__Task instructions__
Without including any pictures, copy each entry below exactly.

__Collected data entries__
┄┄┄┄┄┄┄┄┄┄┄┄┄┄┄┄┄┄┄┄
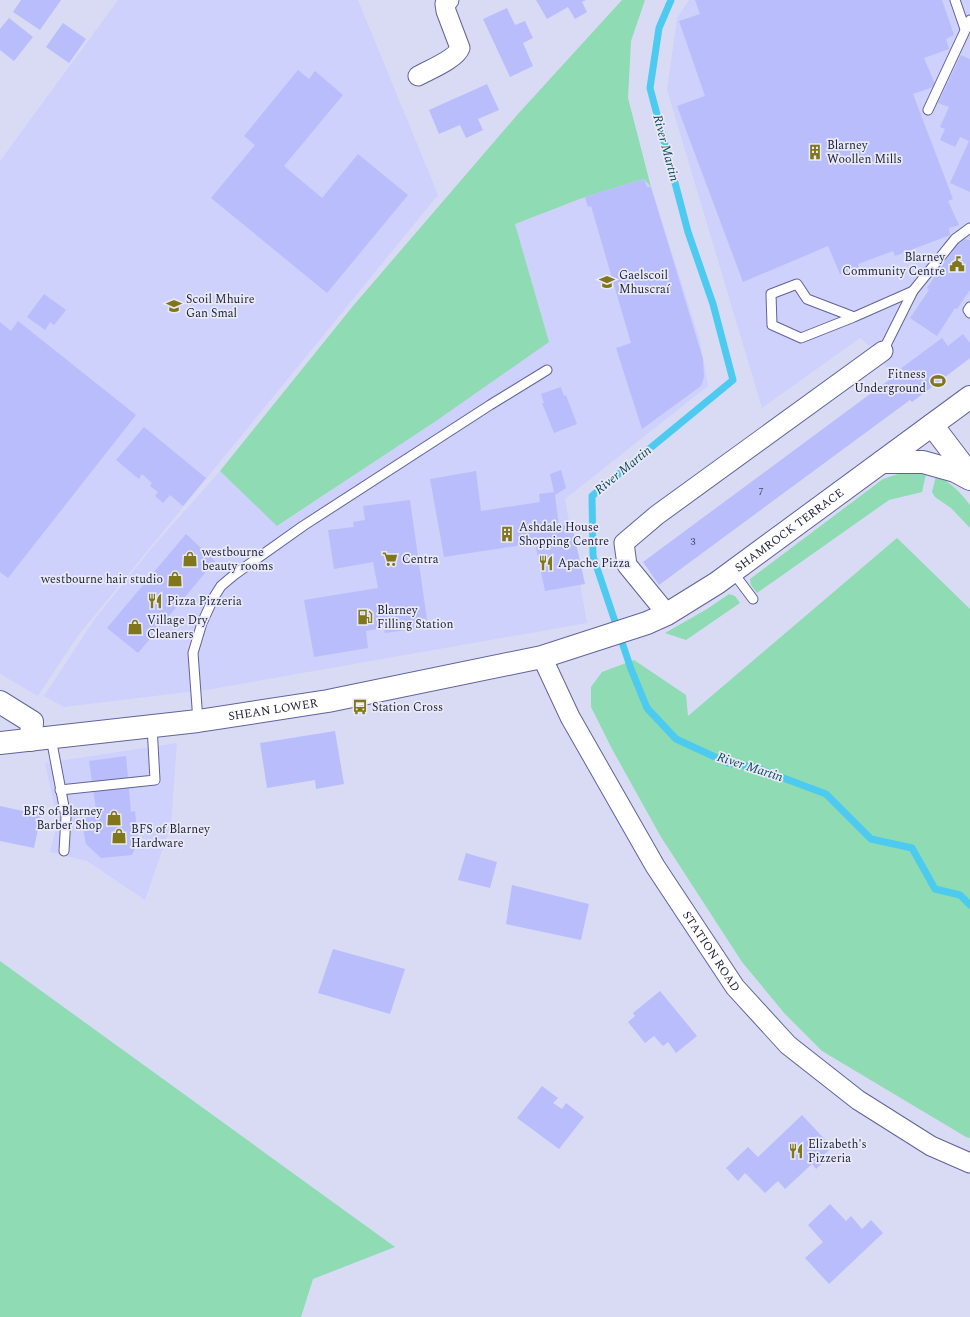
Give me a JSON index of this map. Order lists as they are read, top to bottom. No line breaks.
{"streets":{"main road":["SHAMROCK TERRACE","SHEAN LOWER"],"street":["STATION ROAD"]},"crossings":[["SHAMROCK TERRACE","SHEAN LOWER"],["SHAMROCK TERRACE","STATION ROAD"],["SHEAN LOWER","STATION ROAD"]],"water":["River Martin"],"places":{"building":["Blarney Woollen Mills","Ashdale House Shopping Centre"],"public building":["Blarney Community Centre"],"school or university":["Gaelscoil Mhuscraí","Scoil Mhuire Gan Smal"],"sports":["Fitness Underground"],"shop":["westbourne beauty rooms","westbourne hair studio","Village Dry Cleaners","BFS of Blarney Barber Shop","BFS of Blarney Hardware"],"supermarket":["Centra"],"restaurant":["Apache Pizza","Pizza Pizzeria","Elizabeth's Pizzeria"],"fuel station":["Blarney Filling Station"],"bus stop":["Station Cross"]},"house_numbers":["7","3"]}
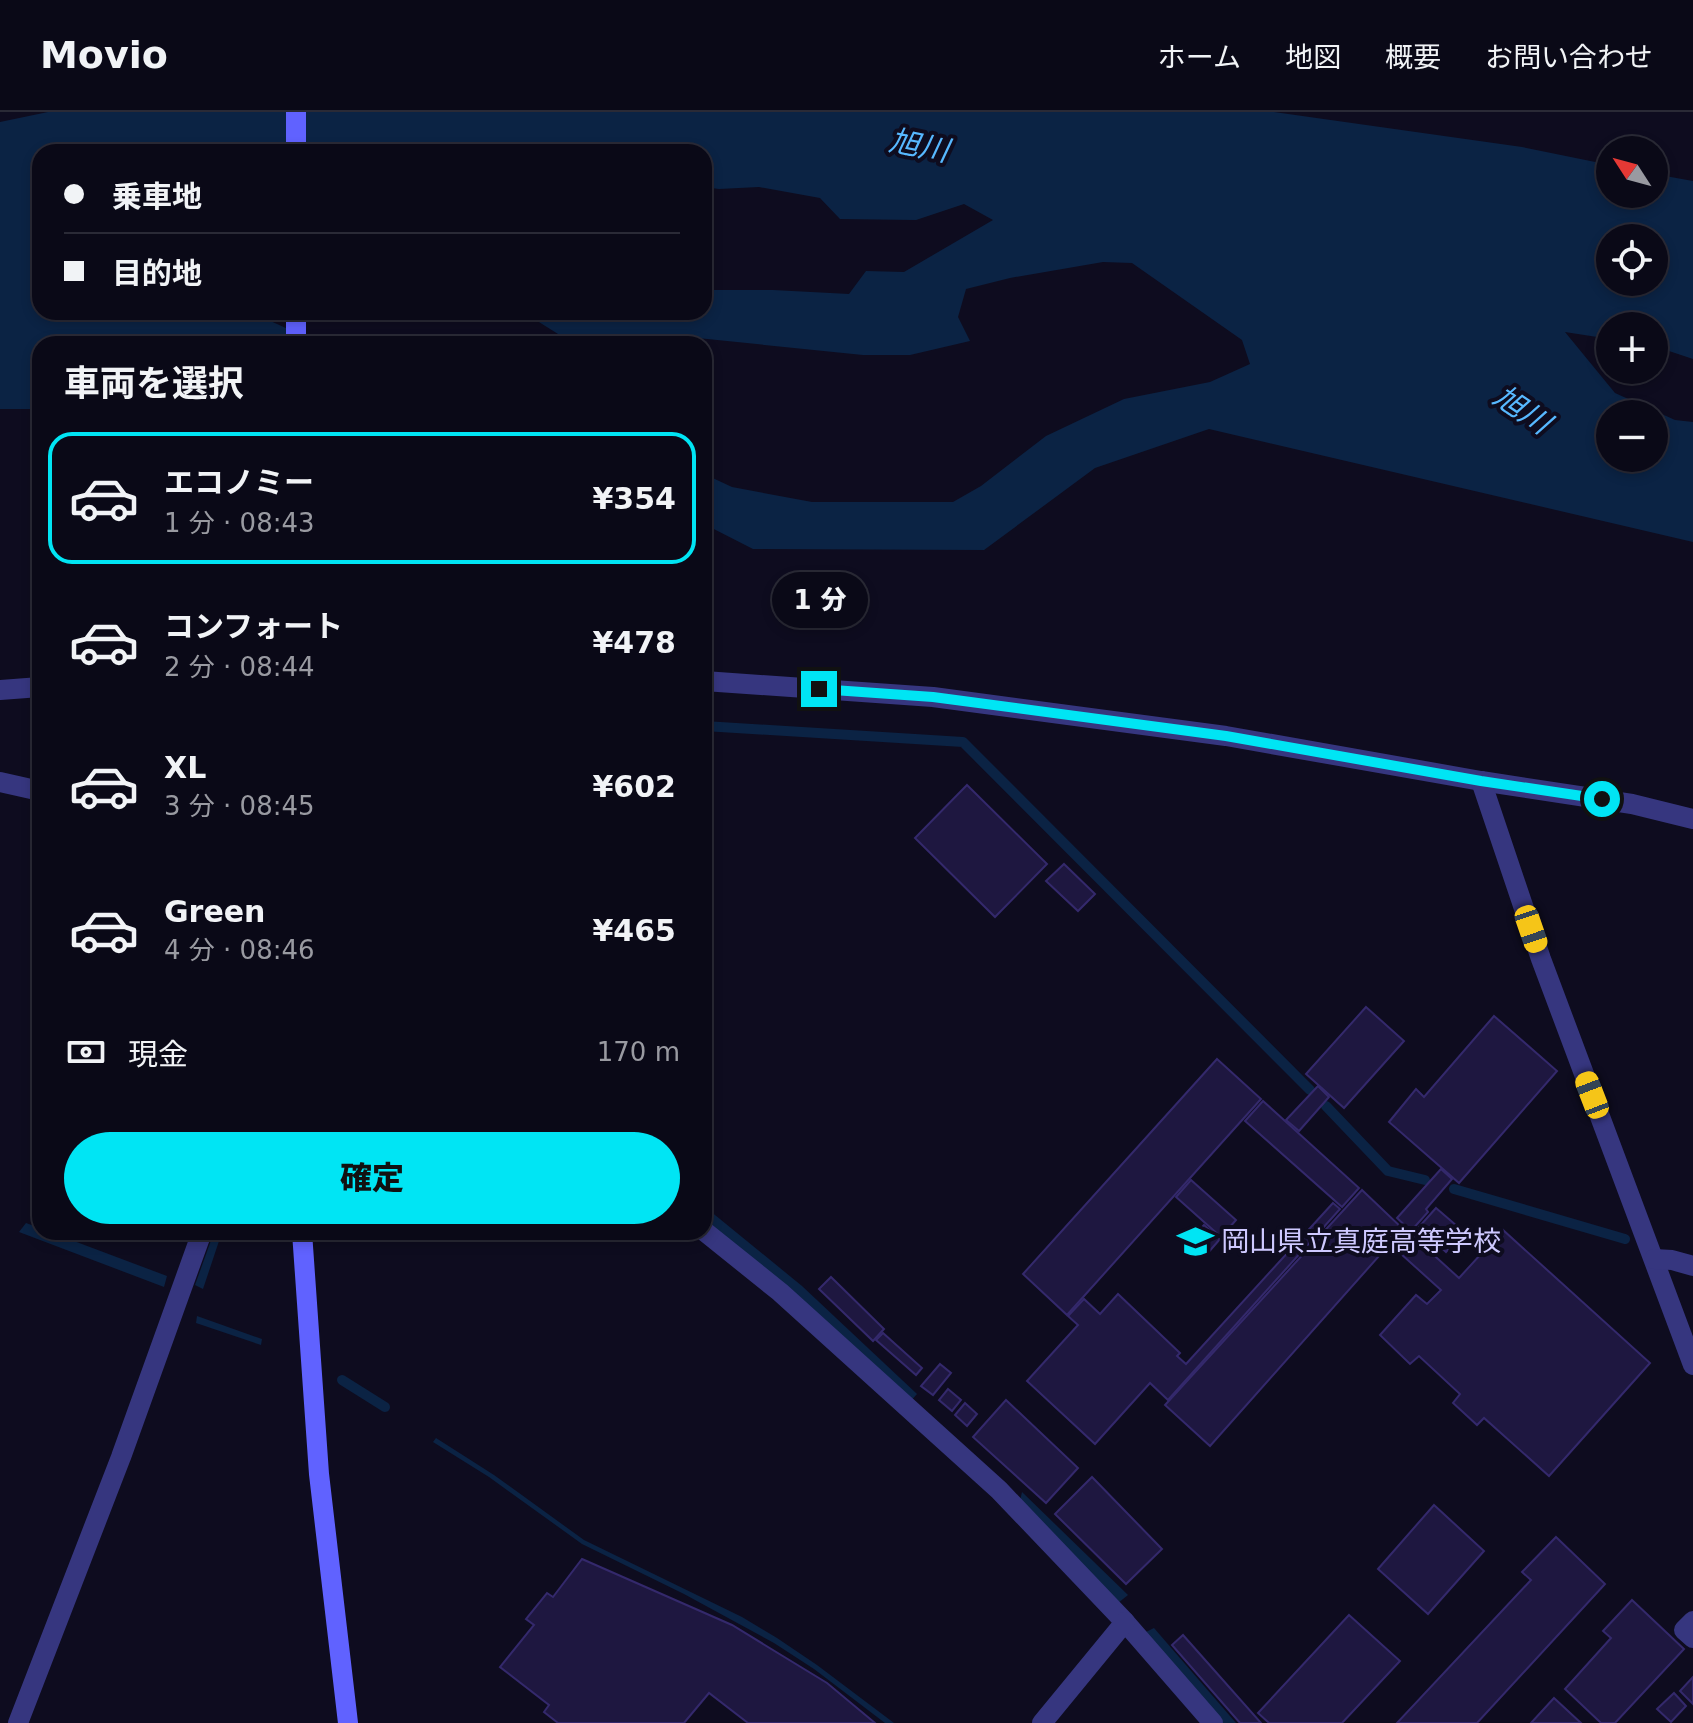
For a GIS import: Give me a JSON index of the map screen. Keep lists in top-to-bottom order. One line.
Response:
{"water":["旭川"],"places":{"school or university":["岡山県立真庭高等学校"]},"north":"top left","page":{"header":"Movio","nav":["ホーム","地図","概要","お問い合わせ"],"map_buttons":["+","−"],"banner":["乗車地","目的地"],"heading":"車両を選択","list":[{"name":"エコノミー","note":"1 分 · 08:43","value":"¥354"},{"name":"コンフォート","note":"2 分 · 08:44","value":"¥478"},{"name":"XL","note":"3 分 · 08:45","value":"¥602"},{"name":"Green","note":"4 分 · 08:46","value":"¥465"}],"bubble":"1 分","pay":["現金","170 m"],"buttons":"確定"}}
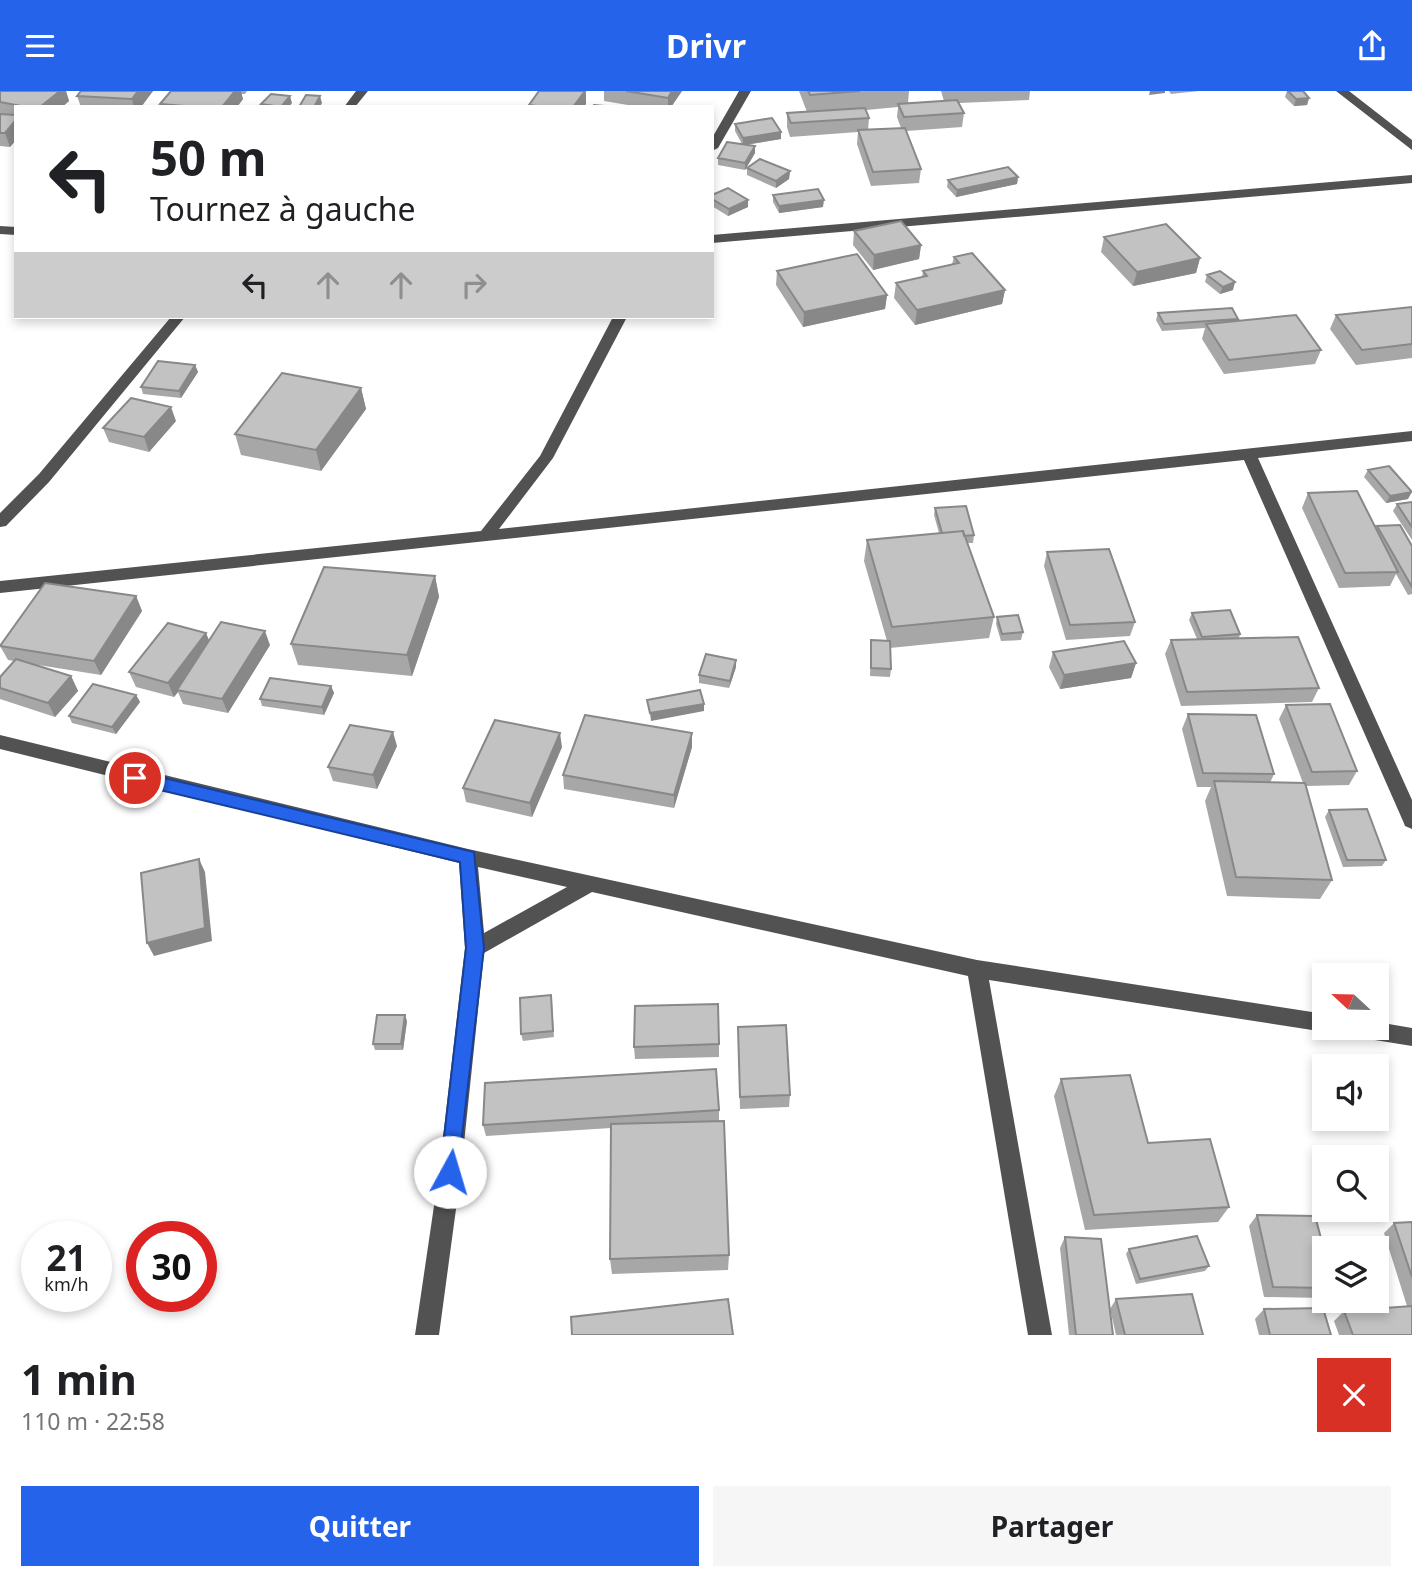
┄┄┄┄┄┄┄┄┄┄┄┄┄┄┄┄┄┄┄┄
__Your response__
Give me a JSON index of this map. Order lists as they are read, top to bottom. No line breaks.
{"streets":{"main road":["SHAMROCK TERRACE","SHEAN LOWER"],"street":["STATION ROAD"]},"crossings":[["SHAMROCK TERRACE","SHEAN LOWER"],["SHAMROCK TERRACE","STATION ROAD"],["SHEAN LOWER","STATION ROAD"]],"water":["River Martin"],"places":{"building":["Blarney Woollen Mills","Ashdale House Shopping Centre"],"public building":["Blarney Community Centre"],"school or university":["Gaelscoil Mhuscraí","Scoil Mhuire Gan Smal"],"sports":["Fitness Underground"],"shop":["westbourne beauty rooms","westbourne hair studio","Village Dry Cleaners","BFS of Blarney Barber Shop","BFS of Blarney Hardware"],"supermarket":["Centra"],"restaurant":["Apache Pizza","Pizza Pizzeria","Elizabeth's Pizzeria"],"fuel station":["Blarney Filling Station"],"bus stop":["Station Cross"]},"house_numbers":["7","3"]}
For a GIS import: Give me a JSON index of the map screen. Keep lists in top-to-bottom order. One line.
Response:
{"water":["旭川"],"places":{"school or university":["岡山県立真庭高等学校"]},"north":"top left","page":{"header":"Movio","nav":["ホーム","地図","概要","お問い合わせ"],"map_buttons":["+","−"],"banner":["乗車地","目的地"],"heading":"車両を選択","list":[{"name":"エコノミー","note":"1 分 · 08:43","value":"¥354"},{"name":"コンフォート","note":"2 分 · 08:44","value":"¥478"},{"name":"XL","note":"3 分 · 08:45","value":"¥602"},{"name":"Green","note":"4 分 · 08:46","value":"¥465"}],"bubble":"1 分","pay":["現金","170 m"],"buttons":"確定"}}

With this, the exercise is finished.